None of that was present at this evening’s Prada show. The decor was bare, rather like a steel cage with nothing more than incredibly uncomfortable wire mesh on which to sit. Where models normally roam in and out through the seating, this season they stuck to a runway several feet aware from even the front row guests. In the center of the runway, on five giant screens, played a David O’Russel film created specifically for this collection. The feeling was very detached and isolated.

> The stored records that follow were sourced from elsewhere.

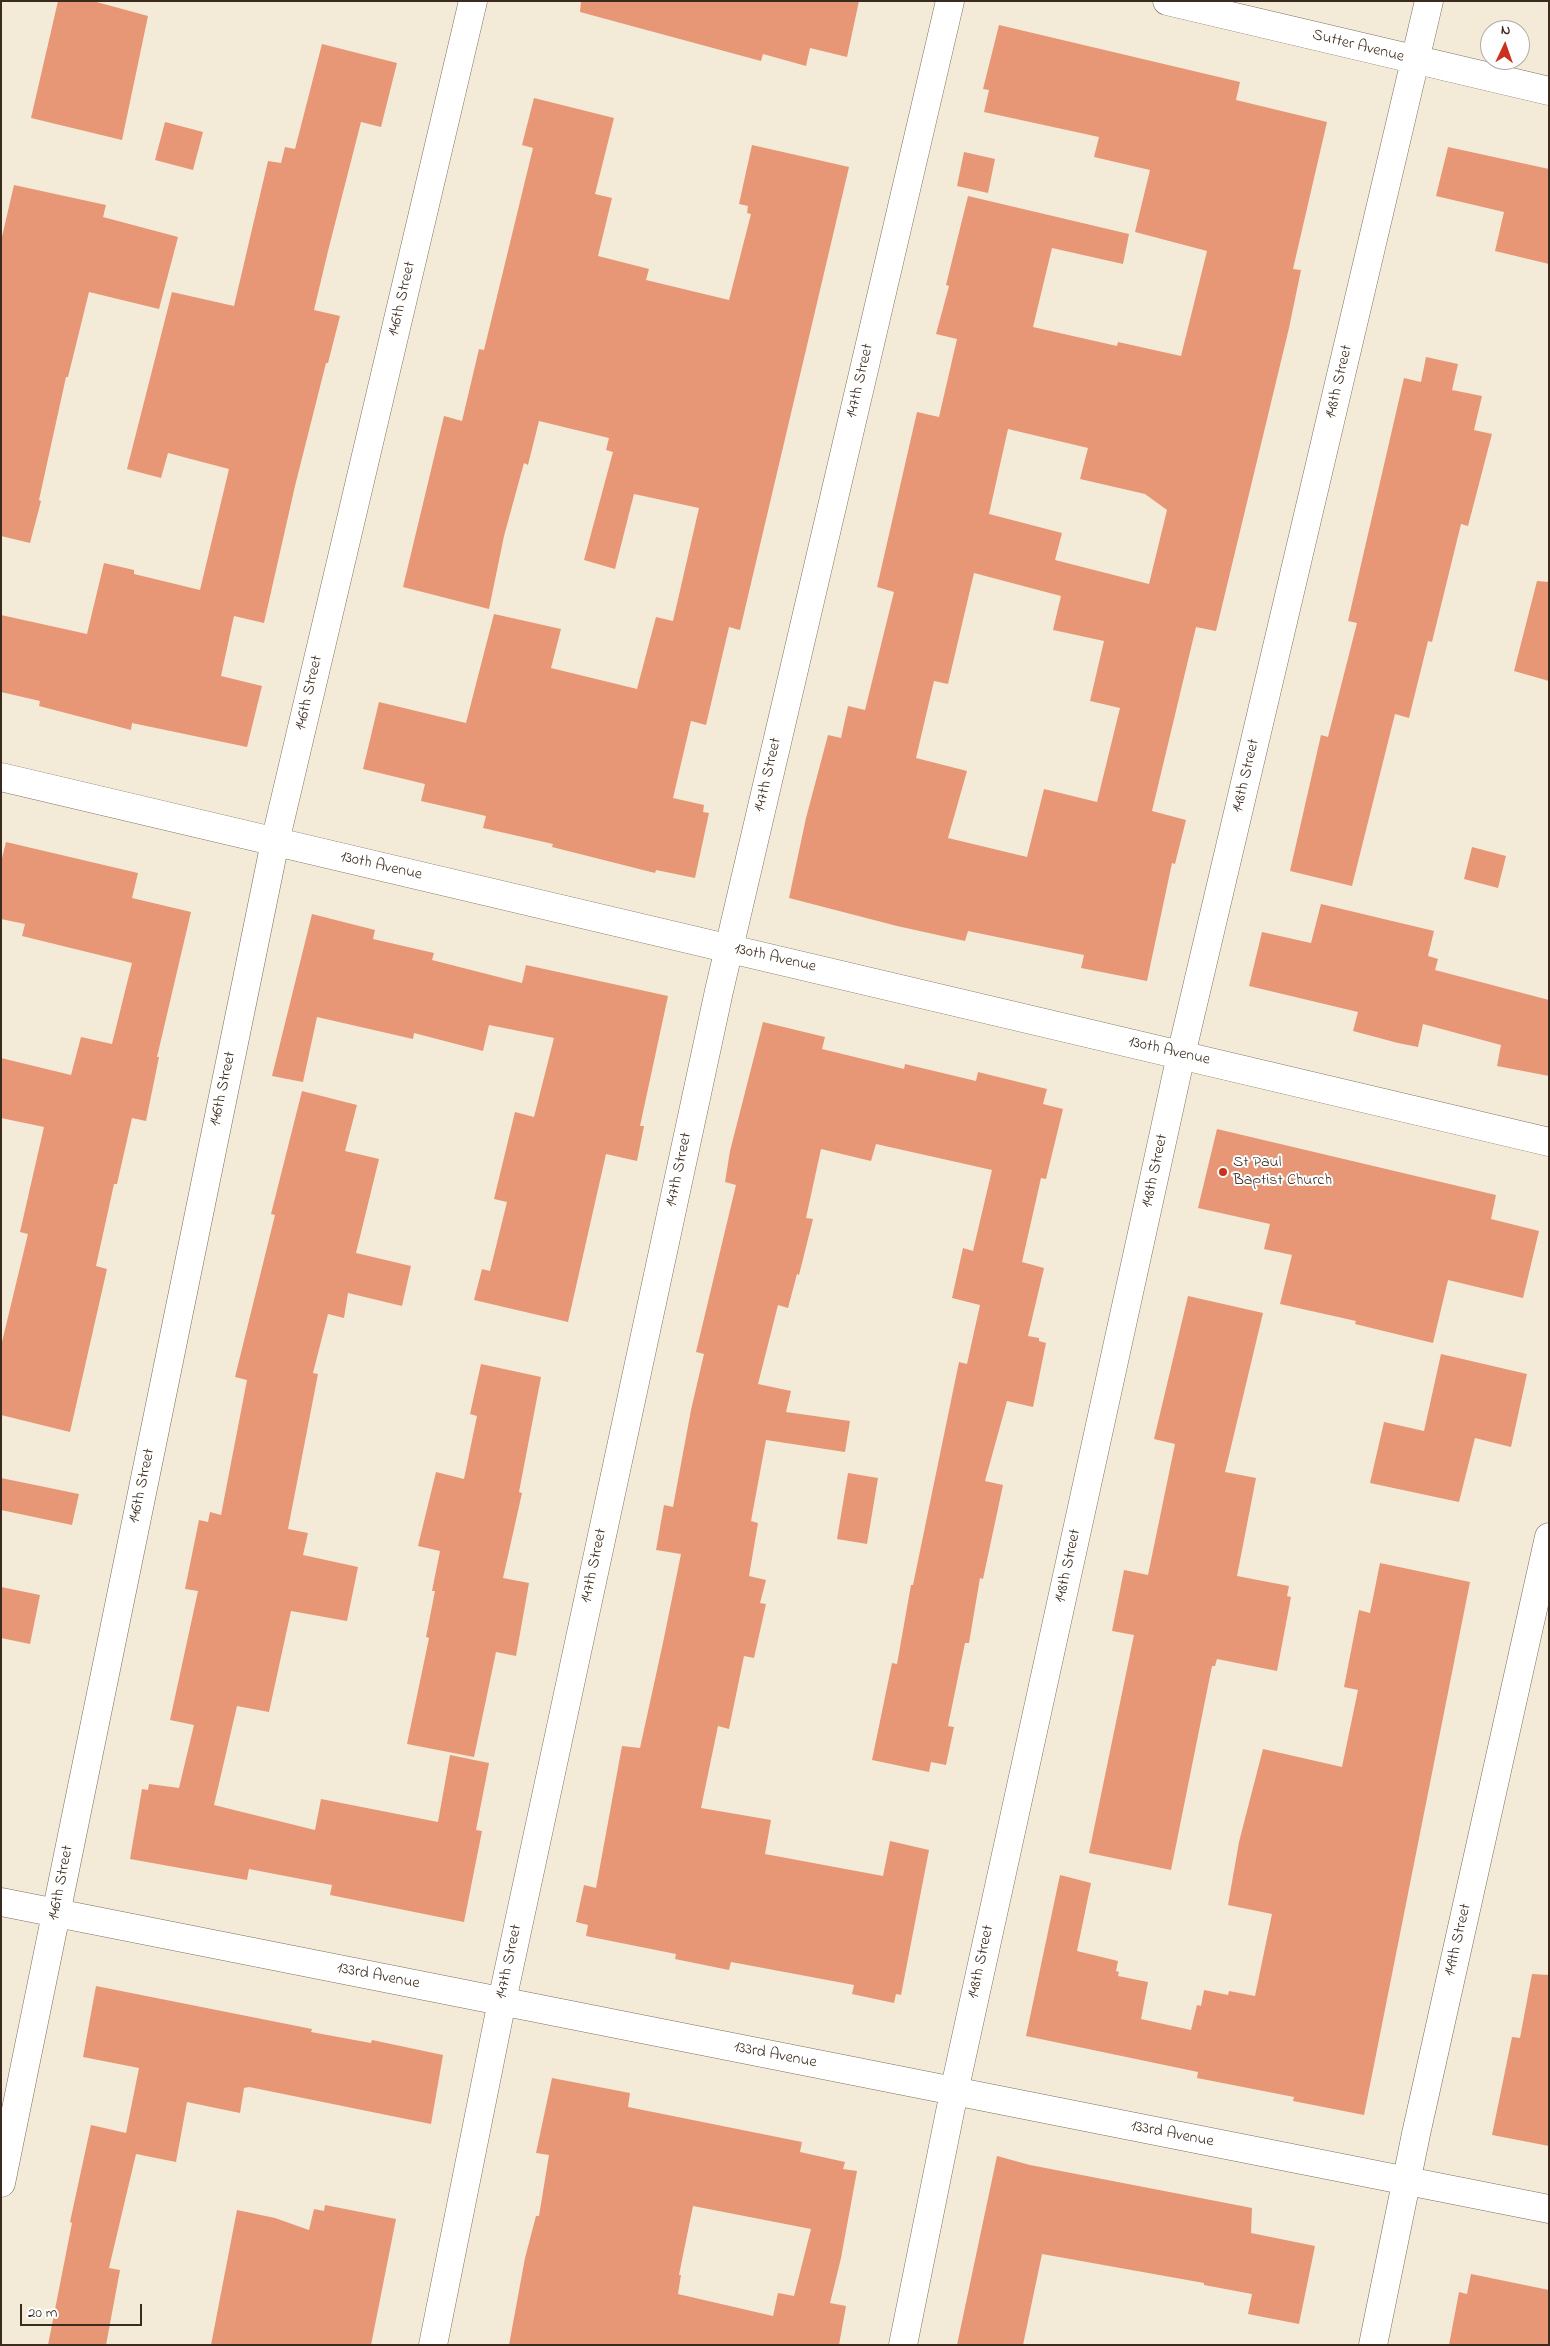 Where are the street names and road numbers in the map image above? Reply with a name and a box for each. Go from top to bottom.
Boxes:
street label: Sutter Avenue [1310,26,1406,68]
street label: 146th Street [385,260,421,338]
street label: 147th Street [843,342,879,420]
street label: 148th Street [1322,343,1358,421]
street label: 146th Street [292,654,328,732]
street label: 147th Street [751,736,787,814]
street label: 148th Street [1229,737,1265,815]
street label: 130th Avenue [338,848,424,886]
street label: 130th Avenue [732,940,818,978]
street label: 130th Avenue [1126,1033,1212,1071]
street label: 146th Street [207,1050,241,1128]
street label: 147th Street [663,1131,697,1209]
street label: 148th Street [1139,1132,1173,1210]
street label: 146th Street [126,1447,160,1525]
street label: 147th Street [578,1527,612,1605]
street label: 148th Street [1052,1527,1086,1605]
street label: 146th Street [45,1844,79,1922]
street label: 149th Street [1441,1902,1477,1978]
street label: 147th Street [493,1923,527,2001]
street label: 148th Street [965,1923,999,2001]
street label: 133rd Avenue [335,1960,421,1994]
street label: 133rd Avenue [732,2039,818,2073]
street label: 133rd Avenue [1129,2118,1215,2152] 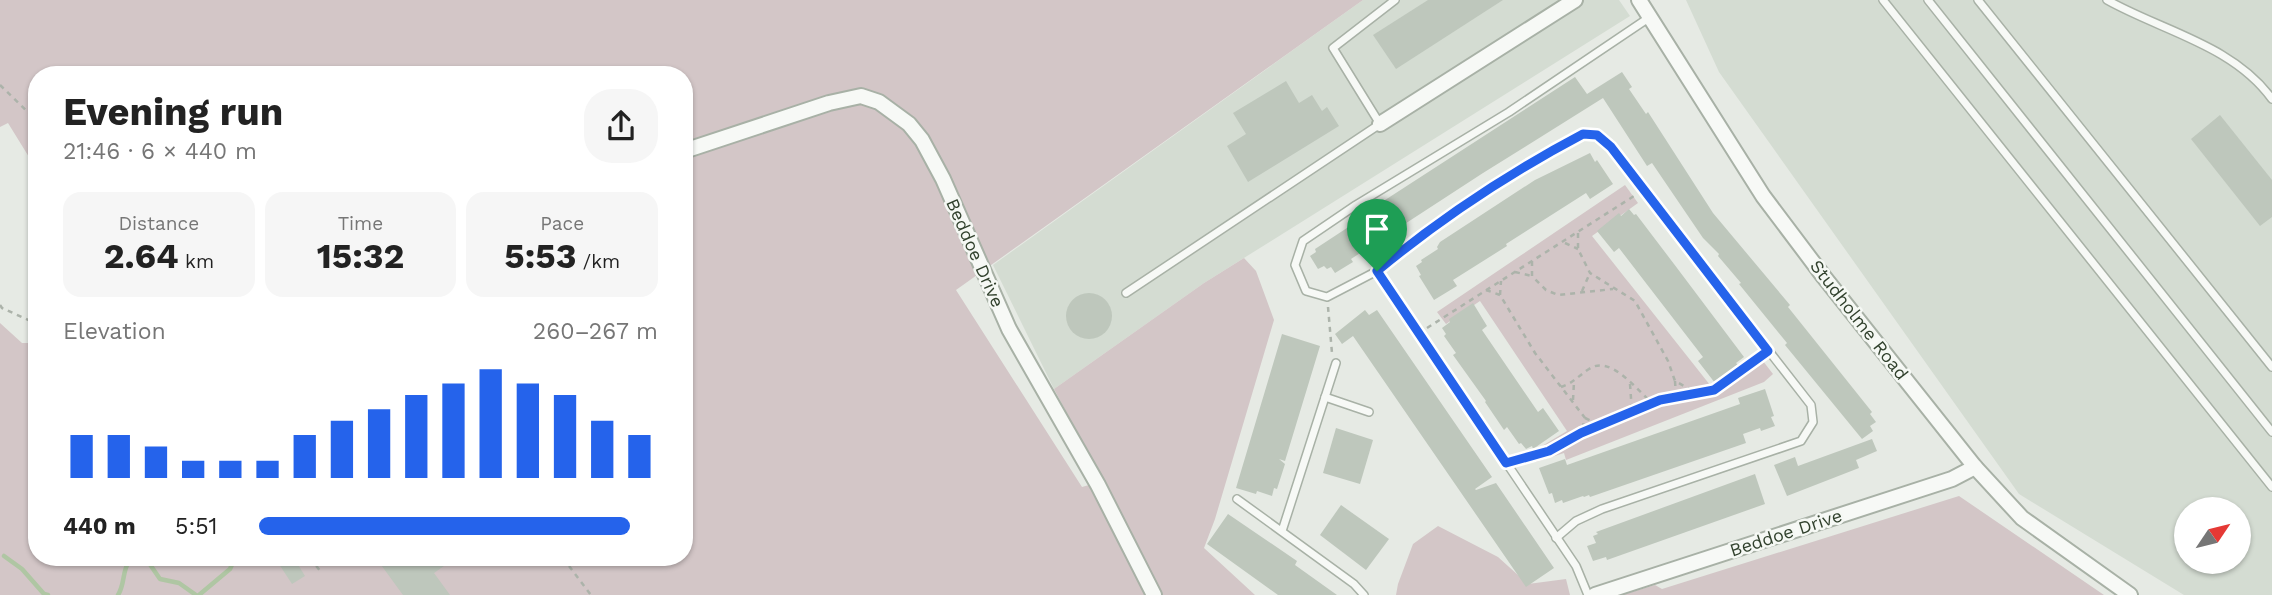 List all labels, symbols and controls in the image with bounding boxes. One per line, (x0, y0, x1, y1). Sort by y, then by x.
button: share (584, 89, 658, 163)
text: Evening run (63, 90, 283, 134)
text: 21:46 · 6 × 440 m (63, 138, 257, 165)
street label: Beddoe Drive (942, 195, 1009, 310)
pin (1347, 199, 1407, 271)
icon: arrive (1358, 210, 1396, 248)
text: Distance (118, 212, 199, 235)
text: Time (338, 212, 383, 235)
text: Pace (540, 212, 584, 235)
text: 2.64 (104, 235, 179, 277)
text: 15:32 (317, 235, 404, 277)
text: 5:53 (504, 235, 576, 277)
text: km (179, 250, 214, 273)
text: /km (576, 250, 620, 273)
street label: Studholme Road (1806, 255, 1913, 384)
text: Elevation (63, 318, 166, 345)
text: 260–267 m (533, 318, 658, 345)
north arrow (2174, 497, 2250, 574)
map controls (2174, 497, 2251, 574)
street label: Beddoe Drive (1727, 504, 1845, 561)
text: 440 m (63, 513, 136, 540)
text: 5:51 (175, 513, 218, 540) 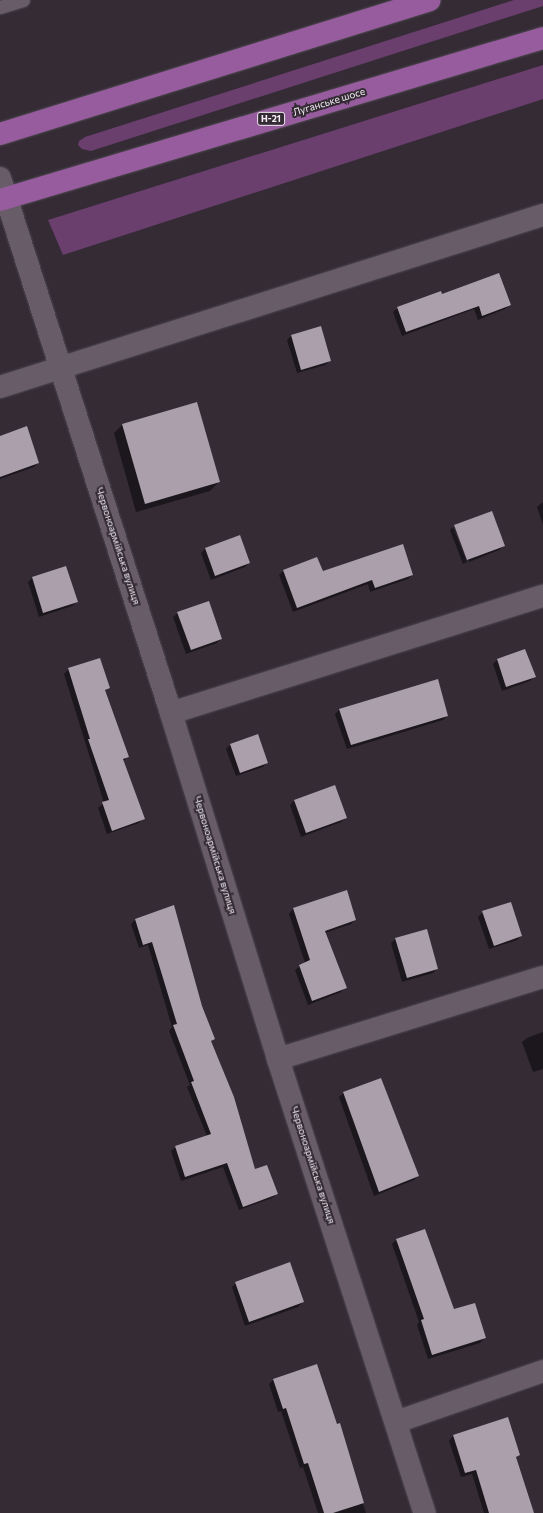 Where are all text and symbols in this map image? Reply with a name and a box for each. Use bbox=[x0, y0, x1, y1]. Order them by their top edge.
street label: Луганське шосе bbox=[291, 85, 367, 119]
road number: Н-21 bbox=[257, 112, 285, 126]
street label: Червоноармійська вулиця bbox=[93, 486, 143, 606]
street label: Червоноармійська вулиця bbox=[191, 795, 239, 915]
street label: Червоноармійська вулиця bbox=[288, 1105, 338, 1225] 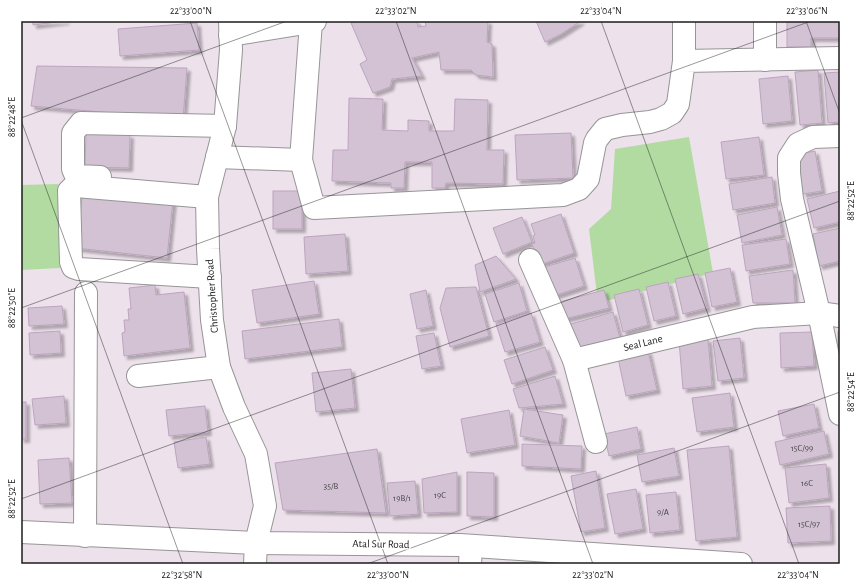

“Alienated” is what Miuccia Prada named this collection. I can certainly see where she might feel that way. More than any other Italian fashion brand, Prada has taken some significant financial losses over the past twelve months. Specifically, sales to China have fallen through the basement, dramatically impacting the company’s level of operating capital. The past few months have not been very kind.
So how does all this alienation get interpreted into clothing? Apparently through large plaid checks and wearing one’s underwear on the outside. At first glance, it might appear as though Mrs. Prada has joined the flannel craze. That’s not flannel, though. She uses the window-frame print on a variety of fabrics from cotton to silk to cashmere (I think) in various sizes as the base layer for a number of looks. She then overlays that with—underwear. Not that you’re going to actually get any support from those bra-looking things; they’re just fabric, rather like a cropped demi or something similar. Those shorts, though, might get one accused of raiding Grandma’s drawers, assuming Grandma was a bit adventurous. This isn’t the first time we’ve seen the high-waisted shorts this season, but Mrs. Prada makes the most use of them. I’m sorry, but the adolescent that is hidden within me still giggles every time.
We expect a little absurdity from a creative mind such as Miuccia’s. There’s almost always a few elements that leave us scratching our heads and this season it was the ostrich feathers, most often around cuffs, occasionally hems, and then at the ankle of several pairs of sandals. If the devil does indeed wear Prada, I want to be there taking pictures when she puts on these feathery sandals. Combine that with rhinestones and other froo-froo and one might do enough head scratching to leave their shoulder covered in dandruff.
Most of this collection feels noticeably scaled back, though. I suppose that might be a stylistic thing. After all, this is a spring/summer collection. Still, one has to wonder if the financial challenges the company is facing forced Mrs. Prada to be a little less adventurous with her styling. This certainly seems like a collection that might have more appeal to the European market than the Chinese. We could hardly blame Mrs. Prada for taking a season or two to build back up sales at the home base.
Still, even pared back, this is an interesting and creative collection with a lot of options to offer. Just make sure Grandma knows those aren’t her underwear.